* [Aim of the exercise] Please restate word for word, and with nothing added, the lines that run from the one holding "Give bounding boxes" to the end of the entries below.

[[ Source material, beginning ]]

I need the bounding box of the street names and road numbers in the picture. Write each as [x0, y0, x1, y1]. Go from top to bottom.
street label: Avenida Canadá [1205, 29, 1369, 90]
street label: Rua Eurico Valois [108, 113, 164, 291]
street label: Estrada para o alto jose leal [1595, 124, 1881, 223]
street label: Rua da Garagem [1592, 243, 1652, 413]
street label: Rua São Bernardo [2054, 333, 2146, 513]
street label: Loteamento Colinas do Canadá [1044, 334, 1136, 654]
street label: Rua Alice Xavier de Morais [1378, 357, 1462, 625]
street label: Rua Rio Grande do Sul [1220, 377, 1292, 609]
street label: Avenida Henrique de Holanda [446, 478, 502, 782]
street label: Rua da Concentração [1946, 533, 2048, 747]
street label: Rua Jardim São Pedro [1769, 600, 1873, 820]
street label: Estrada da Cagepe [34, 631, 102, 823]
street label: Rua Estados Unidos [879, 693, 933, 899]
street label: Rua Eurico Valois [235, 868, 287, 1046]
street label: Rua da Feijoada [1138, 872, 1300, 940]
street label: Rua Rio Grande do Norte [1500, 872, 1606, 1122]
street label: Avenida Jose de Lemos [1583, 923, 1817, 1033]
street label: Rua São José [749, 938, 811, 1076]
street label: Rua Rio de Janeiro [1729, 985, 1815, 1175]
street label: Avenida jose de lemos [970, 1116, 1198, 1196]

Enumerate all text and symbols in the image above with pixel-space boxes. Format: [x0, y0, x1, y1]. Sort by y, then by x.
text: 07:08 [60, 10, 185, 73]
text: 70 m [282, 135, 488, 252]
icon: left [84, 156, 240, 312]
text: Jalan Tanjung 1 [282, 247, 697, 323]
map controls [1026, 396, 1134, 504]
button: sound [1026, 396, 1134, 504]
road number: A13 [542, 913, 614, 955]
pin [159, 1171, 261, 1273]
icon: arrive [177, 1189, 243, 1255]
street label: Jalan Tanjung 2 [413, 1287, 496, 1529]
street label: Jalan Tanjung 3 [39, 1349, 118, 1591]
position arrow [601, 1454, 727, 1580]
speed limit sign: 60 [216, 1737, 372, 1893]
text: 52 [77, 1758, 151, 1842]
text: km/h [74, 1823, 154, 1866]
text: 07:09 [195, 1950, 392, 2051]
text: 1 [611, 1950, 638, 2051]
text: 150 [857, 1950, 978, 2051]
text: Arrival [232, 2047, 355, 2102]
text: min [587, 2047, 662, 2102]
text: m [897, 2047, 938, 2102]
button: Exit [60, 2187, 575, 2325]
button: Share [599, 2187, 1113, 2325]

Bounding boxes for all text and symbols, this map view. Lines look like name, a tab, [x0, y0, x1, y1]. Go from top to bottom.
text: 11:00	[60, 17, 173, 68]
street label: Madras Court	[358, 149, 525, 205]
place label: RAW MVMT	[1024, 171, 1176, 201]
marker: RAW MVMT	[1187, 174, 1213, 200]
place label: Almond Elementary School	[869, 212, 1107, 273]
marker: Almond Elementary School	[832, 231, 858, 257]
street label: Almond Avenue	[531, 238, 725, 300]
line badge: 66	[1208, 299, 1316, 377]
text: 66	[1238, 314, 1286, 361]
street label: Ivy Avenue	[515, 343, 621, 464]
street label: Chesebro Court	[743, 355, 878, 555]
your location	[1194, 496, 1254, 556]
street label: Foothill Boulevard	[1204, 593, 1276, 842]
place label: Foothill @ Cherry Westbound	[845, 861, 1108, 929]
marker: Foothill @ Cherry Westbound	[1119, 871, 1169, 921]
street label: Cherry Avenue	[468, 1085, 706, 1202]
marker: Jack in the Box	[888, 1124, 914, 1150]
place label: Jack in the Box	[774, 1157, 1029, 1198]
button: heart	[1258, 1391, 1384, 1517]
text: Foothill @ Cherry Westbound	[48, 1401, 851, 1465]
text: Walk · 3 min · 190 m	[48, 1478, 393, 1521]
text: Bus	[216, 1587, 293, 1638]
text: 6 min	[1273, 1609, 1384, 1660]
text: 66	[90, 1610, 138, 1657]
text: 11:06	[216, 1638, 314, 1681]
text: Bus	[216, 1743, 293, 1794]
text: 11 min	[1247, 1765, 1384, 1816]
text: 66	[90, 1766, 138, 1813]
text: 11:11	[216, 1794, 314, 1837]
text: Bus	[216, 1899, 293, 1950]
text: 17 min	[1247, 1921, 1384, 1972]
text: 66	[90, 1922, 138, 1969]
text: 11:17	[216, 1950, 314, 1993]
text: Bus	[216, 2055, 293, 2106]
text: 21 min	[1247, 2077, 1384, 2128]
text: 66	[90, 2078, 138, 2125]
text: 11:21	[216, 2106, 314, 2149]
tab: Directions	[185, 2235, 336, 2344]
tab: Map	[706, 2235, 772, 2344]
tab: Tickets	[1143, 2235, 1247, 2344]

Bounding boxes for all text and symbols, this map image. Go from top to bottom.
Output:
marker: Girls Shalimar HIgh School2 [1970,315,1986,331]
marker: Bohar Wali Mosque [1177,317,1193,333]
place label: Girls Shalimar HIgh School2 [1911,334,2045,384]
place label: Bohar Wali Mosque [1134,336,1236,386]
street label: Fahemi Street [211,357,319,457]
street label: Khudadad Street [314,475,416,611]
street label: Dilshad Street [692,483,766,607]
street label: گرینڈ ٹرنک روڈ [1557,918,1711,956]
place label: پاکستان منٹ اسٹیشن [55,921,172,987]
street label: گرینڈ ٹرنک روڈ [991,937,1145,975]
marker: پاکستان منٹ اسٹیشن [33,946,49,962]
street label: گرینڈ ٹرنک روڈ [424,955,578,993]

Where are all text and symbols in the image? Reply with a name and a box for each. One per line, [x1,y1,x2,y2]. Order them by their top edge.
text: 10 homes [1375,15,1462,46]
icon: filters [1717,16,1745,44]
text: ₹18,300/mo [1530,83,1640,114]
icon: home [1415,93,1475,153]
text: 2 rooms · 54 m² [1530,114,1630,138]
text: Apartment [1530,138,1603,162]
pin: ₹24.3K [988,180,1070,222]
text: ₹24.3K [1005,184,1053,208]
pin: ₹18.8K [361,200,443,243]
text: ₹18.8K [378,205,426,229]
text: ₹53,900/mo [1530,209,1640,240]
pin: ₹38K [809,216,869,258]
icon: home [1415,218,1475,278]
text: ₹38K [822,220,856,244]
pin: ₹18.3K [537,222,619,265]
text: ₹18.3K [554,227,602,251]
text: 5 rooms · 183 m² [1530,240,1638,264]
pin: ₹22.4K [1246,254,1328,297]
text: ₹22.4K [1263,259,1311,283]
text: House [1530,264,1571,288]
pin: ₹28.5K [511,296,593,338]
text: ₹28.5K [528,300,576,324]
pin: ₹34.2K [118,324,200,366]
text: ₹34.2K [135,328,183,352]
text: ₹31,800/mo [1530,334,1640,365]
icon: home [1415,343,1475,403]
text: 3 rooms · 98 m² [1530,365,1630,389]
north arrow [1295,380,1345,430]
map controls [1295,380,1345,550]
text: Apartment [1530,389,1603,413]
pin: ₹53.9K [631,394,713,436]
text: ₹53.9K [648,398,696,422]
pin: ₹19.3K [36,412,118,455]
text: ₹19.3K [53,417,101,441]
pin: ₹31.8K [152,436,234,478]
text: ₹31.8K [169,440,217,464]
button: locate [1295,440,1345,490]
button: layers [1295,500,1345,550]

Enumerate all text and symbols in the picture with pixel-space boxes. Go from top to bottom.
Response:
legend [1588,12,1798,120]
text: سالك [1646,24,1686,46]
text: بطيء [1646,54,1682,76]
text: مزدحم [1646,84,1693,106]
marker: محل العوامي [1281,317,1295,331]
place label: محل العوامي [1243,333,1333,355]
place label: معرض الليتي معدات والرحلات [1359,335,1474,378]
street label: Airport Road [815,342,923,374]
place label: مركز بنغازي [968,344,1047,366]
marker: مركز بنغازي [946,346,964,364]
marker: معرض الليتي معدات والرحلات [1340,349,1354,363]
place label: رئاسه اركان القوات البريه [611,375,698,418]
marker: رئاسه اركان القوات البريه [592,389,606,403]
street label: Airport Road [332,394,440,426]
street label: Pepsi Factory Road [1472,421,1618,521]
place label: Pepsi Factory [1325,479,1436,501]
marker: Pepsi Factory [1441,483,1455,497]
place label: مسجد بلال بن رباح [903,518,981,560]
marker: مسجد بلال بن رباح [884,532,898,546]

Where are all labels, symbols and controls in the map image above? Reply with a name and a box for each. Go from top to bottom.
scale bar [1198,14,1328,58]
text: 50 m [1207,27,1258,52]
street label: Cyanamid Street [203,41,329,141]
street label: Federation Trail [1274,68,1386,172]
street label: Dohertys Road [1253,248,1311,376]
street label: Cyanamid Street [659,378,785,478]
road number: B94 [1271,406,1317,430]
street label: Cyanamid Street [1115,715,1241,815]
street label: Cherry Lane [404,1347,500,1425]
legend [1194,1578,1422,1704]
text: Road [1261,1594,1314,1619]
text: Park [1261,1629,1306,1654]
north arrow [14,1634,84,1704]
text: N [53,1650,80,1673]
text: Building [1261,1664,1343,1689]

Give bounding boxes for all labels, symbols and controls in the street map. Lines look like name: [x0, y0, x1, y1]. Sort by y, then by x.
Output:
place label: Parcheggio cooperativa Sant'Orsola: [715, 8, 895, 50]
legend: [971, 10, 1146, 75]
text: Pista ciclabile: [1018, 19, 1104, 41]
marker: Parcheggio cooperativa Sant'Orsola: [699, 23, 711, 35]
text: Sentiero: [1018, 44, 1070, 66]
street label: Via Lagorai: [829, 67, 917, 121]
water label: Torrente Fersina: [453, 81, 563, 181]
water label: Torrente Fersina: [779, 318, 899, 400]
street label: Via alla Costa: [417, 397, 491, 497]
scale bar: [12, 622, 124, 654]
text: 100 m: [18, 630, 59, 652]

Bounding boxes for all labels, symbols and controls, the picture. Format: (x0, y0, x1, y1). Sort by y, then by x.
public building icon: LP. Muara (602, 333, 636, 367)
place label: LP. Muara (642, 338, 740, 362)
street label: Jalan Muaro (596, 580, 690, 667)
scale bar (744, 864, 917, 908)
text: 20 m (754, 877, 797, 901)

[[ Source material, end ]]

* [Exercise response]
Give bounding boxes for all labels, symbols and controls in the street map. Lines look like name: [x0, y0, x1, y1]. Sort by y, then by x.
Output:
place label: Parcheggio cooperativa Sant'Orsola: [715, 8, 895, 50]
legend: [971, 10, 1146, 75]
text: Pista ciclabile: [1018, 19, 1104, 41]
marker: Parcheggio cooperativa Sant'Orsola: [699, 23, 711, 35]
text: Sentiero: [1018, 44, 1070, 66]
street label: Via Lagorai: [829, 67, 917, 121]
water label: Torrente Fersina: [453, 81, 563, 181]
water label: Torrente Fersina: [779, 318, 899, 400]
street label: Via alla Costa: [417, 397, 491, 497]
scale bar: [12, 622, 124, 654]
text: 100 m: [18, 630, 59, 652]

Bounding boxes for all labels, symbols and controls, the picture. Format: (x0, y0, x1, y1). Sort by y, then by x.
public building icon: LP. Muara (602, 333, 636, 367)
place label: LP. Muara (642, 338, 740, 362)
street label: Jalan Muaro (596, 580, 690, 667)
scale bar (744, 864, 917, 908)
text: 20 m (754, 877, 797, 901)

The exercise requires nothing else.